A: The Epix comedy-drama inspired by Elmore Leonard's novel (which also led to the movie "Get Shorty") wrapped up its third season in seven episodes. That's a smaller order than for the two previous seasons, which each had 10 episodes. But I've mentioned before that a lot of series just don't make that many episodes anymore. Take "Fleabag," for instance. The remarkable, multi-award-winning comedy from Phoebe Waller-Bridge has done two seasons of just six episodes each - and Waller-Bridge has said that's the end of it.

Q: Settle a bet. An early TV show was about a society in which everyone had brain implants so they could constantly receive information. Since they were constantly bombarded with information, they didn't have the ability to analyze or evaluate the information. I believe the flow of information was called "the stream." The central character had suffered a head injury and couldn't be implanted, so he was considered an enemy. Was this an "Outer Limits" or a "Twilight Zone"? Of course, such a society with people addicted to a constant information stream could never happen in reality.

A: Pretty funny ending there. The episode you remember was on "The Outer Limits" and was called "Stream of Consciousness." But it's not quite as old as you think. "The Outer Limits" originally aired from 1963 to 1965, then was revived in the mid-'90s. "Stream of Consciousness" premiered in 1997, during the third season of the newer "Limits." One of the places you can see it again is on Hulu, which carries both the original "Outer Limits" and the later version.
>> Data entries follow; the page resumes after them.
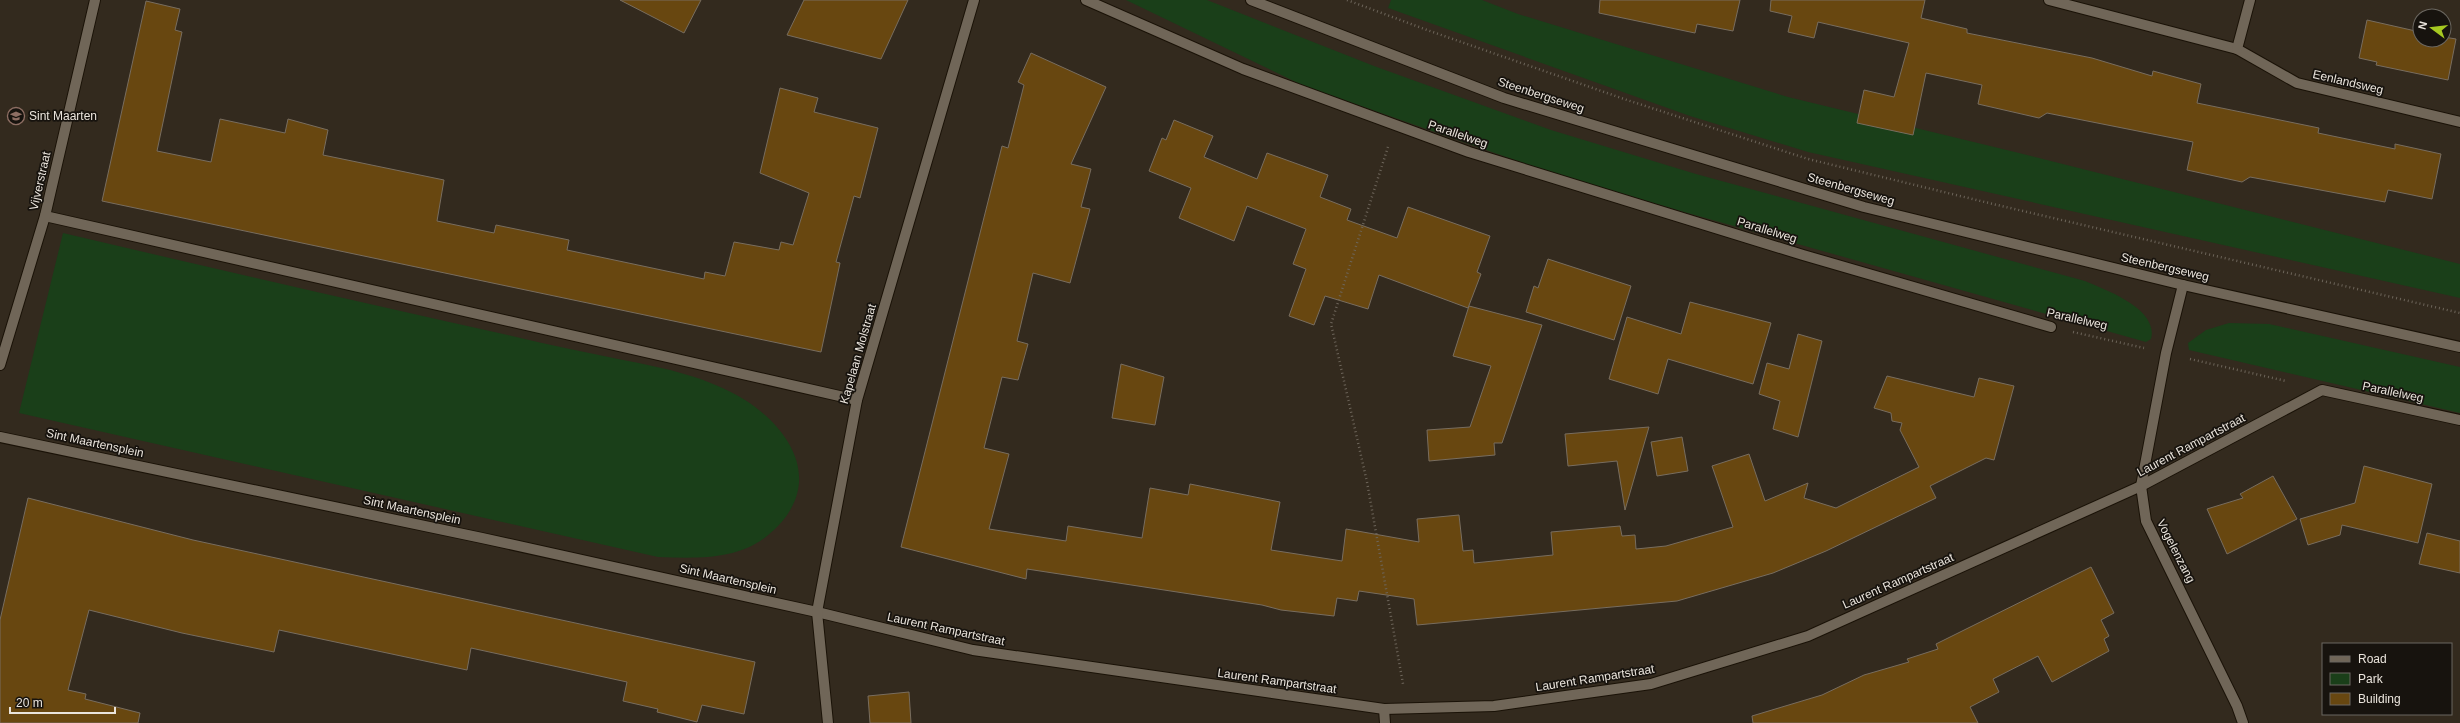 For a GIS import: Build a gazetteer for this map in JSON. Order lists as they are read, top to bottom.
{
  "streets": {
    "street": [
      "Eenlandsweg",
      "Steenbergseweg",
      "Parallelweg",
      "Vijverstraat",
      "Kapelaan Molstraat",
      "Sint Maartensplein",
      "Laurent Rampartstraat",
      "Vogelenzang"
    ]
  },
  "crossings": [
    ["Steenbergseweg", "Vogelenzang"],
    ["Parallelweg", "Laurent Rampartstraat"],
    ["Parallelweg", "Vogelenzang"],
    ["Kapelaan Molstraat", "Sint Maartensplein"],
    ["Kapelaan Molstraat", "Laurent Rampartstraat"],
    ["Sint Maartensplein", "Laurent Rampartstraat"],
    ["Laurent Rampartstraat", "Vogelenzang"]
  ],
  "places": {
    "school or university": ["Sint Maarten"]
  },
  "legend": ["Road", "Park", "Building"],
  "scale_bar": "20 m",
  "north": "left"
}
Q: Has there ever been a married and constantly working couple of actors who were married as long and worked as much as John McIntire and Jeanette Nolan?

A: Character actors McIntire (1907-1991) and Nolan (1911-1998) certainly had long and successful careers that included working together and apart across a marriage that began in 1935. But there have been some other great, marriages of entertainers. For example, Jerry Stiller and Anne Meara were married from 1954 until her death in 2015 with plenty of work, including many collaborations, along the way.

Q: I really enjoyed "NCIS: New Orleans." Will it be returning this year?

A: The drama starring Scott Bakula has moved to Sundays as part of some lineup juggling by CBS. While recent telecasts are repeats, new episodes start Feb. 16.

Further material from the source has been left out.